Ao DN, Francisco Madelino, presidente do IEFP, refuta o que diz a fonte anónima e o sindicato: "Em Março, por engano, a Segurança Social mandou uma base das contribuições não de Fevereiro de 2009, mas do ano anterior, o que levou a que se tenham anulado cerca de 15 mil desempregados indevidamente porque o cruzamento foi mal feito." Segundo o presidente do IEFP, organismo público da tutela do Ministério do Trabalho e da Segurança Social, a reposição da verdade no sistema foi feita "à data do último dia do mês". Operações que, ainda segundo Madelino, "passam sempre pela direcção do departamento de informática, que é a mesma há dez anos". Depois de detectada a falha, assume, "foram repostos os números e acabaram por ser eliminadas 5300 pessoas, com recurso ao back-up do sistema, num movimento escrutinado por todas as pessoas com password para isso".
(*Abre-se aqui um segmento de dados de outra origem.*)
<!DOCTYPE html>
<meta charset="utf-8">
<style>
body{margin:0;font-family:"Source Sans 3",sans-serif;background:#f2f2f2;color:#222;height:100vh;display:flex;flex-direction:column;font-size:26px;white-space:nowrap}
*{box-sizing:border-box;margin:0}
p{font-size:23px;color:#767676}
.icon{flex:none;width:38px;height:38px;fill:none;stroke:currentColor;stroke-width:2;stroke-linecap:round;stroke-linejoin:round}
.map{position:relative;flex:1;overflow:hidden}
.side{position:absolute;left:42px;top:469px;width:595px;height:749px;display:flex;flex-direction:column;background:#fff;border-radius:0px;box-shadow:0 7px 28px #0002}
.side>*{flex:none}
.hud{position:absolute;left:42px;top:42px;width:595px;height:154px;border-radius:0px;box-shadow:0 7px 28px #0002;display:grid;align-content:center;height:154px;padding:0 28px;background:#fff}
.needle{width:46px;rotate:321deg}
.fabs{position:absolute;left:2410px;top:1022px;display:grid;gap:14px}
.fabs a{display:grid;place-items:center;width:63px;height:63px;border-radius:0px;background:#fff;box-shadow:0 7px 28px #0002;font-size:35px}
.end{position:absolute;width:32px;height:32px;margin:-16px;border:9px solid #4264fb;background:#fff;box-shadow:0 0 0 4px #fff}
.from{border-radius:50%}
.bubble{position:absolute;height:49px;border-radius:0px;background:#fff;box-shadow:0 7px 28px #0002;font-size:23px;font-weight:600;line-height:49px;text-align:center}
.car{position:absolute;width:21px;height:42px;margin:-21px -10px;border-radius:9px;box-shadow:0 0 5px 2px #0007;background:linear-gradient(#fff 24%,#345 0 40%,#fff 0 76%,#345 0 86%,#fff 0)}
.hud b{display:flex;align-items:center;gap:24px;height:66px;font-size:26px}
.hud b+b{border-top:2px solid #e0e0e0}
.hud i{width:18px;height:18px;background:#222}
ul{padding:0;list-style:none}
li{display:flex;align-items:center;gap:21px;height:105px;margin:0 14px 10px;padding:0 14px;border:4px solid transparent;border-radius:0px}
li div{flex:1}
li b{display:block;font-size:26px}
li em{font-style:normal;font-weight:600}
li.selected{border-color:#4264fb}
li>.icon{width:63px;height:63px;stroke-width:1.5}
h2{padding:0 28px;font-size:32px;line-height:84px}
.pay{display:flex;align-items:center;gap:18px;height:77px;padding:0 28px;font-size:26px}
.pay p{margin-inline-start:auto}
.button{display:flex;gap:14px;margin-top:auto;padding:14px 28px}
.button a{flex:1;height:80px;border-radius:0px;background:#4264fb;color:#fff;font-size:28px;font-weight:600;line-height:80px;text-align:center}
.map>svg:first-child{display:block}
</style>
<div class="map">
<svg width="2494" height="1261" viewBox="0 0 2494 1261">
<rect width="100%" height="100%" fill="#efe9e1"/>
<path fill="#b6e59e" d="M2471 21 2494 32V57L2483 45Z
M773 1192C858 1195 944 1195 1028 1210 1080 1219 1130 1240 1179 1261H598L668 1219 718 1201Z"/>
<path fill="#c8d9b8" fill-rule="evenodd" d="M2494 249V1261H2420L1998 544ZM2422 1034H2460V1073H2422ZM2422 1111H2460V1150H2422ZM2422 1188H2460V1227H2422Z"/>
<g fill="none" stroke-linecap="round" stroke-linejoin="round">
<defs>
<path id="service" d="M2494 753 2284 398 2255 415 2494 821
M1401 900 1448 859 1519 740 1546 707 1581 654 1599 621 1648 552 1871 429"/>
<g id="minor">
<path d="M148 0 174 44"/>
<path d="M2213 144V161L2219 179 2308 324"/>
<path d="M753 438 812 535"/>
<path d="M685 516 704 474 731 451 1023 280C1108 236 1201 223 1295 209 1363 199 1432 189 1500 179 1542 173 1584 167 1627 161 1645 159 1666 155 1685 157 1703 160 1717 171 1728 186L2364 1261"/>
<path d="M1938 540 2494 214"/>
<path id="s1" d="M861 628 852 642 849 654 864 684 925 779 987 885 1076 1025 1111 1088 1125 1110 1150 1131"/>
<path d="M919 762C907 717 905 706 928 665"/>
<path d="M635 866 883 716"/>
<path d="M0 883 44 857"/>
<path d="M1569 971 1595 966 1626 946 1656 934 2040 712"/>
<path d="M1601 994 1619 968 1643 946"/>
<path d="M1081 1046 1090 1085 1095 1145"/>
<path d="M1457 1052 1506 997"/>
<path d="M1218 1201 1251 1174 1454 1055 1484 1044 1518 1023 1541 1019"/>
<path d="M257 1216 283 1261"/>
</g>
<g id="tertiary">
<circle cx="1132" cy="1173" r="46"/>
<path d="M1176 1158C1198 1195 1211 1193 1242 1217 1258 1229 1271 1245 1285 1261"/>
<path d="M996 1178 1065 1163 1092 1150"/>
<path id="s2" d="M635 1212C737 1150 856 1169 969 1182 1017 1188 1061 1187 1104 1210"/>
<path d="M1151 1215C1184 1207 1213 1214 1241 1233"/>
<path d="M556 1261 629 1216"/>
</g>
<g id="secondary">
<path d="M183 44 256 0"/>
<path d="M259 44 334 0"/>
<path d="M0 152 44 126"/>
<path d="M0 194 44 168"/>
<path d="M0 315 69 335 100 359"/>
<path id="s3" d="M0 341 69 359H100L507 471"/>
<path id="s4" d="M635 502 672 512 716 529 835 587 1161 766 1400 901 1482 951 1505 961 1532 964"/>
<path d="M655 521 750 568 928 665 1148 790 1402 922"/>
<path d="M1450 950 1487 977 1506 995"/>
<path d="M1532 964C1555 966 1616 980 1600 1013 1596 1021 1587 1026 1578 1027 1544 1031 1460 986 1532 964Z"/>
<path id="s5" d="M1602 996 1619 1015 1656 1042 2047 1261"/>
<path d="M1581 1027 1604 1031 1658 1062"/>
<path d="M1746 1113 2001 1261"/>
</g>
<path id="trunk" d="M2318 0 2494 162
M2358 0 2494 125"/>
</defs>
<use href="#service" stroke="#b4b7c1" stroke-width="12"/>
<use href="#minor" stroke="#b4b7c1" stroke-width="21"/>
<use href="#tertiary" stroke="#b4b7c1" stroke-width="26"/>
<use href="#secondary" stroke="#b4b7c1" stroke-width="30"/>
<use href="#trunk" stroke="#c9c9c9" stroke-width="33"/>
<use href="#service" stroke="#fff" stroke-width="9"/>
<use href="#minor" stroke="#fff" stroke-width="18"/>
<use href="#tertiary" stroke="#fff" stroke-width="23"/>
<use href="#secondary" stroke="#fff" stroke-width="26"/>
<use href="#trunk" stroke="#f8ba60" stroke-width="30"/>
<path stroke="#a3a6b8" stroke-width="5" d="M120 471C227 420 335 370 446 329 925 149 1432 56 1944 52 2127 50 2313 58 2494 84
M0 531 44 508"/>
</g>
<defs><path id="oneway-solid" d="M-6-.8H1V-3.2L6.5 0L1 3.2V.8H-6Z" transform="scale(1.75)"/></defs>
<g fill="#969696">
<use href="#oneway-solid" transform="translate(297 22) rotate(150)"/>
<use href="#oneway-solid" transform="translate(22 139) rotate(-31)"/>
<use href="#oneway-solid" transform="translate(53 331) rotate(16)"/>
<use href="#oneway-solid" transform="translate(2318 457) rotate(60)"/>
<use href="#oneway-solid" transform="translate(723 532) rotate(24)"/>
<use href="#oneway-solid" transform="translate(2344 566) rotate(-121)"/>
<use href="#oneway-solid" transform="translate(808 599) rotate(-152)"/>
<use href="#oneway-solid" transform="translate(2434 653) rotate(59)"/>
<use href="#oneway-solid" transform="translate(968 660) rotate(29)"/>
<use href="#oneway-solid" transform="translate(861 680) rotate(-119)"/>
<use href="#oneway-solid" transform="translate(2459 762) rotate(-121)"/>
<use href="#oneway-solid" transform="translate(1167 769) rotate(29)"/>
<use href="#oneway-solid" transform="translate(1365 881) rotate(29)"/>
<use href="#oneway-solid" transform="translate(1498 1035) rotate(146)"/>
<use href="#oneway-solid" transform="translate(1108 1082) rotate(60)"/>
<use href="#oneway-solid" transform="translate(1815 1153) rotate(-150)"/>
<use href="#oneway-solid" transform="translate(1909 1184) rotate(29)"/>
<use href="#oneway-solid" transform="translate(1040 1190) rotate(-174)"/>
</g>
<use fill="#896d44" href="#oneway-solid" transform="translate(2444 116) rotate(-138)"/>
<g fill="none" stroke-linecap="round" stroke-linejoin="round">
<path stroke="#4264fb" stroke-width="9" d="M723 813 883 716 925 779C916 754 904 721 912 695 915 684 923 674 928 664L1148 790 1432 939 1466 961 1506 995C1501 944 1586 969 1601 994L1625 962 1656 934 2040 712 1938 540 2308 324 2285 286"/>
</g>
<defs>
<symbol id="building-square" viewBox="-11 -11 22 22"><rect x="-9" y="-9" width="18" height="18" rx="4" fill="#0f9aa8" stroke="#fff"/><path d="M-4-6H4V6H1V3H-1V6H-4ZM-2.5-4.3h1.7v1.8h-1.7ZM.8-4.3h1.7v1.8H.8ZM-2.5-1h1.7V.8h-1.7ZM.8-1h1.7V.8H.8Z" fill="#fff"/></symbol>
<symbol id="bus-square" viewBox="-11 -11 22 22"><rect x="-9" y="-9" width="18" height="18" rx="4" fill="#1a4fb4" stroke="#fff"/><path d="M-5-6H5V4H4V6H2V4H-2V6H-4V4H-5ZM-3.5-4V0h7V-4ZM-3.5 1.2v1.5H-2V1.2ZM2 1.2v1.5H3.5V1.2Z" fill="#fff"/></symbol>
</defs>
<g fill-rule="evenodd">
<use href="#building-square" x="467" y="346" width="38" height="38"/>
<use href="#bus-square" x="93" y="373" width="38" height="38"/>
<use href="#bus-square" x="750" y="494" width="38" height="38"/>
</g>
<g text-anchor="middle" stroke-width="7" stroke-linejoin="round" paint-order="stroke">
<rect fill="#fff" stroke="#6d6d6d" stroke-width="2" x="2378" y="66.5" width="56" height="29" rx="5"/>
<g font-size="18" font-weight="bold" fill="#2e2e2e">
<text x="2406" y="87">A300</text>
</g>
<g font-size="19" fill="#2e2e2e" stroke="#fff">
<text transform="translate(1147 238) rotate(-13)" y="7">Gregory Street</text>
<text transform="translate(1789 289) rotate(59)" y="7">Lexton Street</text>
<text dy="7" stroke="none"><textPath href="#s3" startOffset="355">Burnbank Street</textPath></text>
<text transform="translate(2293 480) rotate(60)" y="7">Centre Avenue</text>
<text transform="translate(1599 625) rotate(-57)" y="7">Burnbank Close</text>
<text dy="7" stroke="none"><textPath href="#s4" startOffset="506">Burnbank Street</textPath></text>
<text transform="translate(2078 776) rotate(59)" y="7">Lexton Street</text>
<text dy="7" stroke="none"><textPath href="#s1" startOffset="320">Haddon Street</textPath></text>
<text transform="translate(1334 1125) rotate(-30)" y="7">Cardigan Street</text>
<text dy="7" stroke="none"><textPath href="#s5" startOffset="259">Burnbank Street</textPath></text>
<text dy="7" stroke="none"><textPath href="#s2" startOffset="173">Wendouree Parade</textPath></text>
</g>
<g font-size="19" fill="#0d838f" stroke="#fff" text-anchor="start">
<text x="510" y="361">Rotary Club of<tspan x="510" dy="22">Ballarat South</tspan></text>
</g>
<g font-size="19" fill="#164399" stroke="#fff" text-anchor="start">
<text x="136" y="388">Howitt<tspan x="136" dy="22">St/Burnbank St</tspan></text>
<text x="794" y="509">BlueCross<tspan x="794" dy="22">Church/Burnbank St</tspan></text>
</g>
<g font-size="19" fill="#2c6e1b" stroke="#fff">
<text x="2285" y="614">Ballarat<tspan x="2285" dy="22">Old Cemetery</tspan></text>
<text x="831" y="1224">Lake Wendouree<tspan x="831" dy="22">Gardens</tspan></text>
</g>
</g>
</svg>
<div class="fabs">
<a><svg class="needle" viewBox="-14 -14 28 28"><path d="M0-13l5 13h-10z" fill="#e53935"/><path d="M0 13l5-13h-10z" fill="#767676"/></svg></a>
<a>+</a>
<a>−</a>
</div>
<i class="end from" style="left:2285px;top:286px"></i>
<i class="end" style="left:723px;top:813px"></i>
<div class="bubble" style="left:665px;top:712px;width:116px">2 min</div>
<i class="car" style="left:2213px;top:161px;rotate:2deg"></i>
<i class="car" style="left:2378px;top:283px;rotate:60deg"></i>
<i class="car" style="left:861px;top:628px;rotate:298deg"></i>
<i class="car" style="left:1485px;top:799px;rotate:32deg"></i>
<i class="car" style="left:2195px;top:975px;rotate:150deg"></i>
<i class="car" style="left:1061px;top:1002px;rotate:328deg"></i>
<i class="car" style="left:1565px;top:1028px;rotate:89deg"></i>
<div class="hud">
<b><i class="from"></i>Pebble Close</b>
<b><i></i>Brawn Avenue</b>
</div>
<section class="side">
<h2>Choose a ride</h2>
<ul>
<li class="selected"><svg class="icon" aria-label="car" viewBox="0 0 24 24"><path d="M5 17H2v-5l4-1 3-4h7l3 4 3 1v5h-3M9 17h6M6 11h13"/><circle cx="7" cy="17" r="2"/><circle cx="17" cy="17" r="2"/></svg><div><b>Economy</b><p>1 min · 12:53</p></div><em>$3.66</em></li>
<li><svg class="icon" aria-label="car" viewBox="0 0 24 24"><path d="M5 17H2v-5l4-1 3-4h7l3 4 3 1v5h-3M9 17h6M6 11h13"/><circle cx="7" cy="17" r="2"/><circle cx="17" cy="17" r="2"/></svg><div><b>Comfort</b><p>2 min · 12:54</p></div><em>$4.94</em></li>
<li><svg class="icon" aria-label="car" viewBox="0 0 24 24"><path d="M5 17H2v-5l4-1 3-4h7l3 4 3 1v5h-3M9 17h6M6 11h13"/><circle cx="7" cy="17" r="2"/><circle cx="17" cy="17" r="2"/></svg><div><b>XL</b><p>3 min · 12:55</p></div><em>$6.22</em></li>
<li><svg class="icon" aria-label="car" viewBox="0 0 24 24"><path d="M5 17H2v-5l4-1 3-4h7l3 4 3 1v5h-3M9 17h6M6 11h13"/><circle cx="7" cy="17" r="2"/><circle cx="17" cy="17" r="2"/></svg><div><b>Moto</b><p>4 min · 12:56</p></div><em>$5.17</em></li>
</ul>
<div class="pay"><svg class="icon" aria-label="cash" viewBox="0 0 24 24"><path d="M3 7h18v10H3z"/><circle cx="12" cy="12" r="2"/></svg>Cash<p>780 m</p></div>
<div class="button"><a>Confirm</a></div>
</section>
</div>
A carta anónima, que é do conhecimento do próprio Ministério do Trabalho e da Segurança Social, como o DN pôde constatar em contacto com fonte oficial, diz que "a manipulação da contabilização de inscrição de desempregados permite a ocultação de milhares de desempregados inscritos, através de rolamento negativo permanente". Francisco Madelino nega peremptoriamente esta prática e diz que "essa operação seria suicida para qualquer administração do IEFP". Para o presidente do organismo, que ainda esta semana se recusou a revelar os números das inscrições anuladas, "as anulações não são superiores ao limite máximo de anulações que foi em Outubro de 2004". Ou seja, numa altura em que ainda estava em funções o último Governo PSD-CDS.

As explicações não colhem para no sindicato que, pela voz da direcção, diz que "desde há muito tempo e um pouco por todo o País que os técnicos superiores de emprego, assim como outros profissionais com acesso directo ao SIGAE, se vêem recorrentemente confrontados com a situação de cidadãos-desempregados, inscritos originalmente como tal na rede nacional de 88 centros de emprego, passarem administrativamente, e às 00h00 horas do último dia dum dado mês, à condição de cidadãos-empregados". Escassos dias depois, diz o sindicato, "de forma ultrajante" retomam a sua condição de "categoria 2", ou seja de desempregados.